In social situations, people who use a powered wheelchair must divide their attention between navigating the chair and conversing with people. As a solution that maintains a good conversation distance between the wheelchair and the accompanying person, a wheelchair control system was introduced to provide automated side-by-side following by wirelessly tethering the wheelchair to the person.
This thesis designed, developed, and evaluated a wireless tethering system using ultrasonic sensors. Two ping sensors and three piezoelectric ultrasonic transducers were used to identify the accompanying person and determine their pose. A trajectory algorithm determined the person’s direction of motion and a drive control algorithm determined the wheelchair’s required direction by maintaining a comfortable conversation distance between the person and the wheelchair user. A plug-and-play prototype was developed using commercially available components and the firmware was implemented using an open-source platform.

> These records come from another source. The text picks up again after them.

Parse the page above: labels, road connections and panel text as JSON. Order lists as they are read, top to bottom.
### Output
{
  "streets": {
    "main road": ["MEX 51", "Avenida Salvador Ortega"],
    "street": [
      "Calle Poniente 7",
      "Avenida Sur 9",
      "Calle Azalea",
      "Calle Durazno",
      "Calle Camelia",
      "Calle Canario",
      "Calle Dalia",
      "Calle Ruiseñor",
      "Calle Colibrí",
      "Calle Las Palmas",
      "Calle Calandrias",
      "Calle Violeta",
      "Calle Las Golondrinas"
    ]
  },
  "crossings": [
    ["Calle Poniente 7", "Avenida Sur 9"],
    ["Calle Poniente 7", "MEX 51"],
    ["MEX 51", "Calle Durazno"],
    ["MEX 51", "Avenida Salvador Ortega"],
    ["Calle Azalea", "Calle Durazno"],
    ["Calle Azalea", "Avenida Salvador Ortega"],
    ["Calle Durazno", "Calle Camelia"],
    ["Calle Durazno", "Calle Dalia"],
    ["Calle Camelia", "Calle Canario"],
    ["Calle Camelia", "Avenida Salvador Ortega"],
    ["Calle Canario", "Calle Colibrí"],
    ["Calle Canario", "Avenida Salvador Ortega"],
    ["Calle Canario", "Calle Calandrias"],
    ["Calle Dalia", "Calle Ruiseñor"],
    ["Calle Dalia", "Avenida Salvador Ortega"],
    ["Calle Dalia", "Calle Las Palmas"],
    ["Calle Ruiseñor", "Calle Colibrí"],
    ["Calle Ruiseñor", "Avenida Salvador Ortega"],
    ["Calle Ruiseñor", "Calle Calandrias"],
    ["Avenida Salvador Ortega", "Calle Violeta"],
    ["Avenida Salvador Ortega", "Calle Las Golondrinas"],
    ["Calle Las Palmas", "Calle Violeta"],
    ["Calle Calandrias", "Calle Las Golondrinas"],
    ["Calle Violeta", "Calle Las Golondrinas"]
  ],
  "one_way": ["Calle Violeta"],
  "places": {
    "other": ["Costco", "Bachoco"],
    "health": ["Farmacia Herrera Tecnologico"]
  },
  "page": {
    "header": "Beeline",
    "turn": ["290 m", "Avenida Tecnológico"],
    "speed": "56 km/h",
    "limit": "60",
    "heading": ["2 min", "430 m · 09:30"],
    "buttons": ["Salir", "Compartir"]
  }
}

The prototype developed in this thesis was mounted to a Permobil F3 Corpus powered wheelchair with a modified Eightfold Technologies SmartChair Remote, which controlled the wheelchair direction.
Results demonstrated that the system can navigate a wheelchair beside an accompanying person and maintain a comfortable conversation distance, which is advantageous for users who require hands-free wheelchair control during social activities.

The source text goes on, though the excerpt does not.